One thing I have learned over the years is I always like two piece bands. No Fit State from Leeds are exactly the sort of thing I am here for too. Raw – because two piece bands always are – yet classic hard rock, NFS are a welcome addition to the UK scene. New single “Enemies” (which apparently was due to be played on Johnny Walker’s rock show on Radio 2 at the time they were on stage here) has been out a mere matter of weeks, but it is rip-roaring stuff. A bit of a Vriginmarys thing going on, it is superb – but is far from the only thing Danny Yates and Mike Nelson have to offer. Their half hour is littered with stuff that has you reaching for the obvious Black Keys and Royal Blood comparisons, except that is mere laziness, because what No Fit State is original, fresh and with a touch of Northern grit, as “Need Your Love” proves. Indeed, the only thought having seen them for the first time here, is that you are all going to see a lot more of them in 2020, because No Fit State are fit and ready to grasp 2020 by the neck.
There’s a moment, when they are doing “Low” about halfway into this set, you look at Danny Core, the singer in Broken Witt Rebels, and you almost can’t help thinking: “go on, mate…..”
I am staggered in truth, given how hard BWR work, that assuming I haven’t lost a review somewhere, that it was the Spring of 2017 when last I saw them. Opening for King King. That night, I wrote this: “As “Shake Me Down” ends another half an hour that has won over another crowd in another town, the thought crosses minds that it will not be the last and Broken Witt Rebels are only getting started.”
That’s true. And they still are. But tonight, you look at a young band, one who has done everything the old school way. A couple of EP’s an album, touring, being so good they can’t ignore you, and you see a band that is now genuine headliners. An hour and 25 minutes of a set, to a packed venue.
So, yeah, go on lads.
A set that is roughly half and half old and new (and by “new” I mean from a record that isn’t out yet) is one of those that you’d call a victory lap, except that here, it feels they are only just getting started. Whatever, “Loose Change” kicks things off, “Snake Eyes” too, and both are greeted like old friends.

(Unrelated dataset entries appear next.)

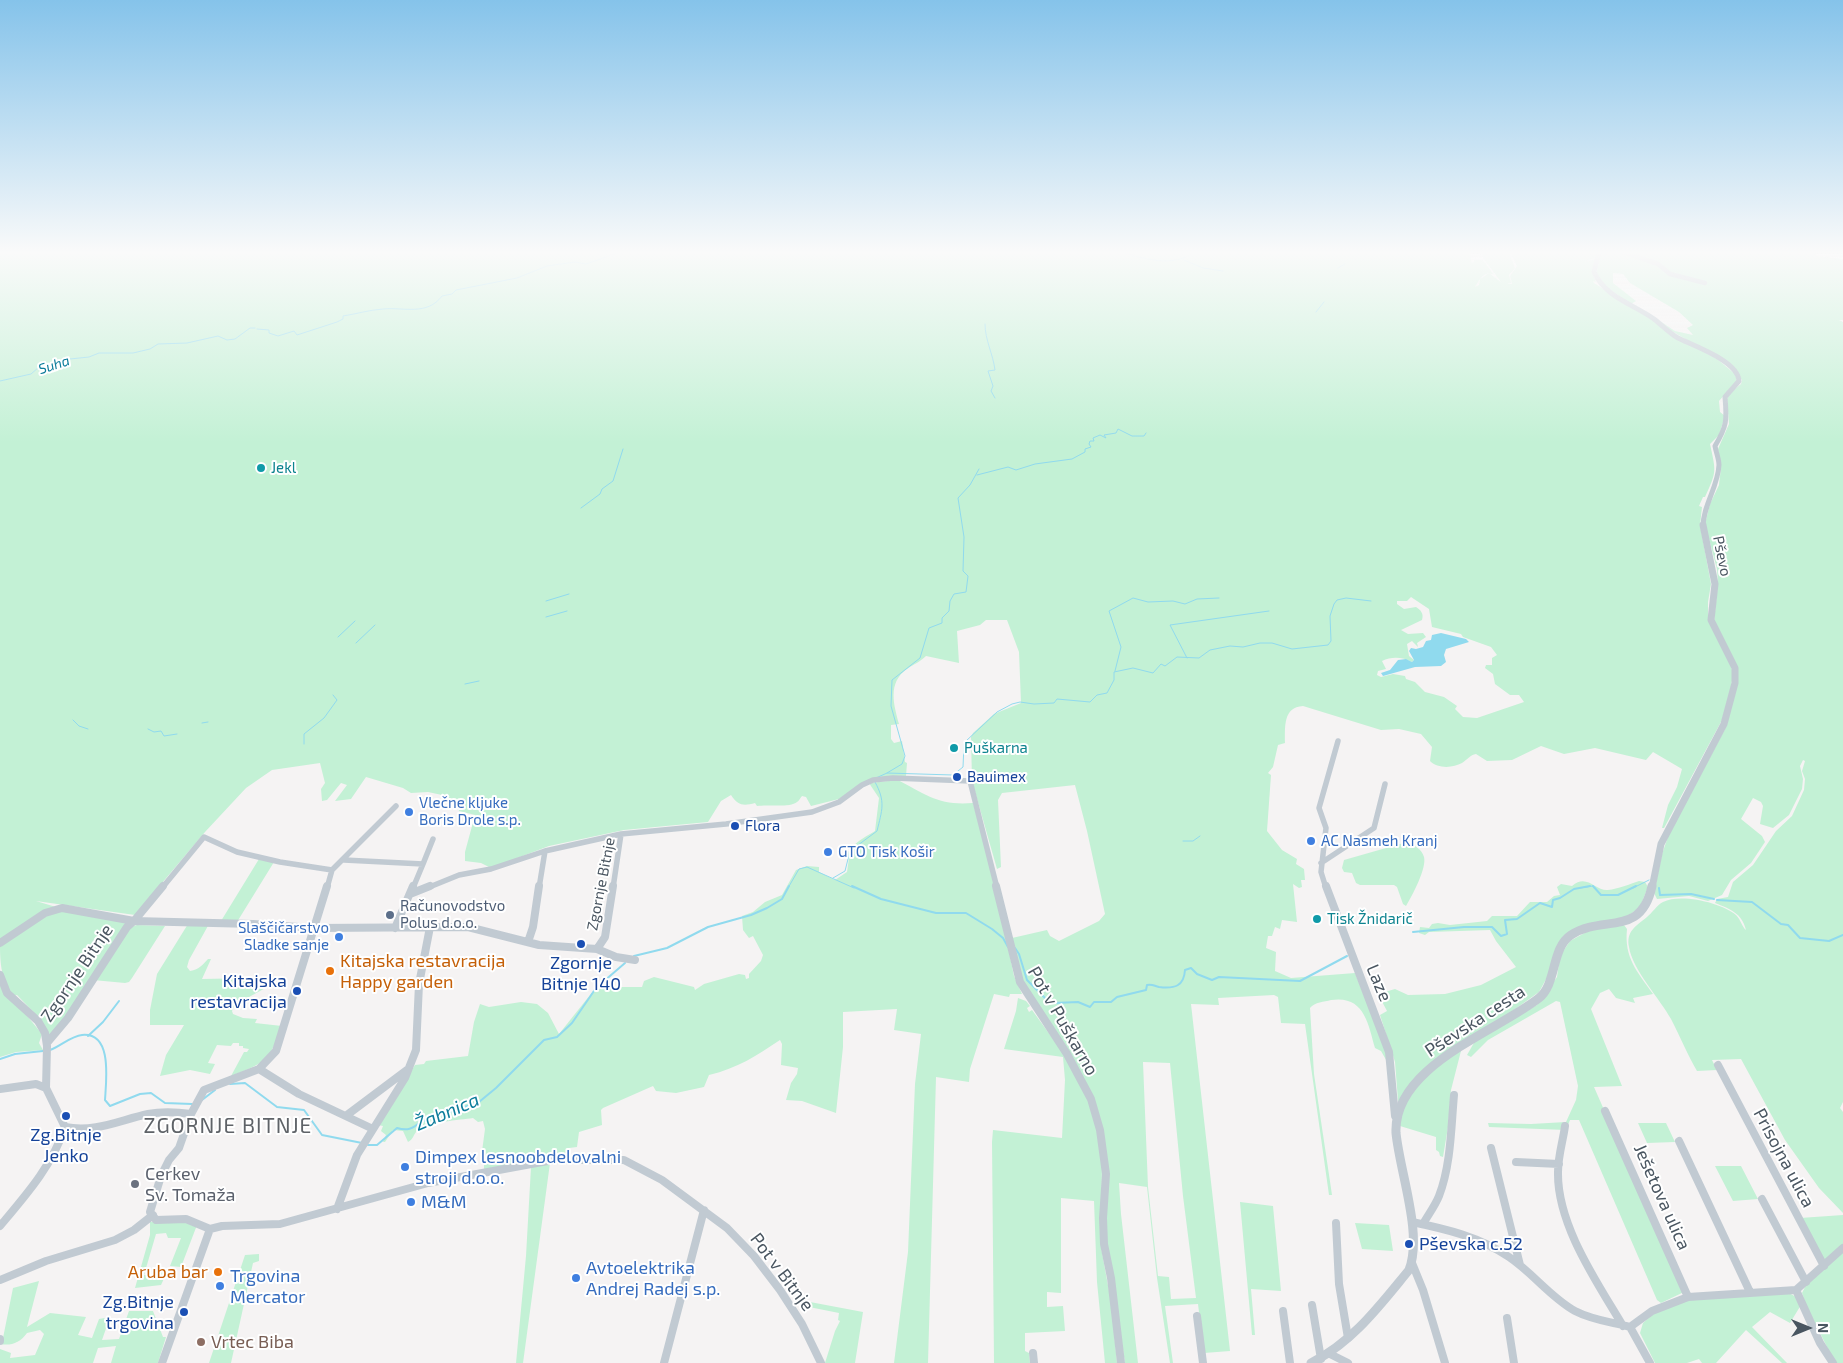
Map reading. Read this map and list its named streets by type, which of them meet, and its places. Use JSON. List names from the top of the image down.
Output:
{
  "streets": {
    "street": [
      "Pševo",
      "Zgornje Bitnje",
      "Laze",
      "Pot v Puškarno",
      "Pševska cesta",
      "Prisojna ulica",
      "Ješetova ulica",
      "Pot v Bitnje"
    ]
  },
  "crossings": [
    ["Pševo", "Pševska cesta"],
    ["Zgornje Bitnje", "Pot v Puškarno"],
    ["Laze", "Pševska cesta"]
  ],
  "districts": ["ZGORNJE BITNJE"],
  "water": ["Suha", "Žabnica"],
  "places": [
    "Jekl",
    "Puškarna",
    "Bauimex",
    "Vlečne kljuke Boris Drole s.p.",
    "Flora",
    "AC Nasmeh Kranj",
    "GTO Tisk Košir",
    "Računovodstvo Polus d.o.o.",
    "Tisk Žnidarič",
    "Slaščičarstvo Sladke sanje",
    "Zgornje Bitnje 140",
    "Kitajska restavracija Happy garden",
    "Kitajska restavracija",
    "Zg.Bitnje Jenko",
    "Dimpex lesnoobdelovalni stroji d.o.o.",
    "Cerkev Sv. Tomaža",
    "M&M",
    "Pševska c.52",
    "Aruba bar",
    "Avtoelektrika Andrej Radej s.p.",
    "Trgovina Mercator",
    "Zg.Bitnje trgovina",
    "Vrtec Biba"
  ],
  "north": "right"
}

Playing all the new ones is interesting, because there’s only been a couple revealed so far, but I guess the four piece are desperate to showcase the material, given that they have had some of the older ones in the set for years and it is – on first listen – proof that the album they are going to release in February could be incredible.
New track “Running With The Wolves” played this week at the Wolves Europa League game, is a prime example of this, but it is “Broken Pieces” that really hits home. Core speaks emotionally about the death of his father as he wears something of his dad’s before it plays, and if there’s always a feel that their song are full of emotion, then this one takes it a new level.
The mix of new and old works so well, but particularly with “Georgia Pine” and “Money” which really shows their brilliance – and that isn’t too strong a word, either. And what of “Shake Me Down”? The longtime set closer, has not, as far as I remember anyway, had the accompaniment of Core’s brother waving his shirt above his head on stage. It does here. It’s their party. He’s allowed.
The encore ends with “Guns” – the single, the catchy one, if you like, the singalong that will always sound ace in a field at a festival, but it’s the one before that sends you into a reverie.
James Tranter, the bands guitarist, is in great form throughout tonight, but there’s something about the acoustic fragility of “Birmingham” that makes this special, and the lyrics:
“Birmingham is where I found my feet/ Birmingham is where I’ll lose my teeth”
Like Spurs fans sing about Harry Kane: he’s one of our own.
I live about ten miles from where most of BWR grew up in Castle Vale in the north of the city. And we know a bit about making great music around here. We invented heavy metal (sorry world, but we did), we perfected glam rock (Slade, no debates) and many, many more. The point I am making is the West Midlands has a rich musical history. It’s future, unless I am very, very wrong, is right here.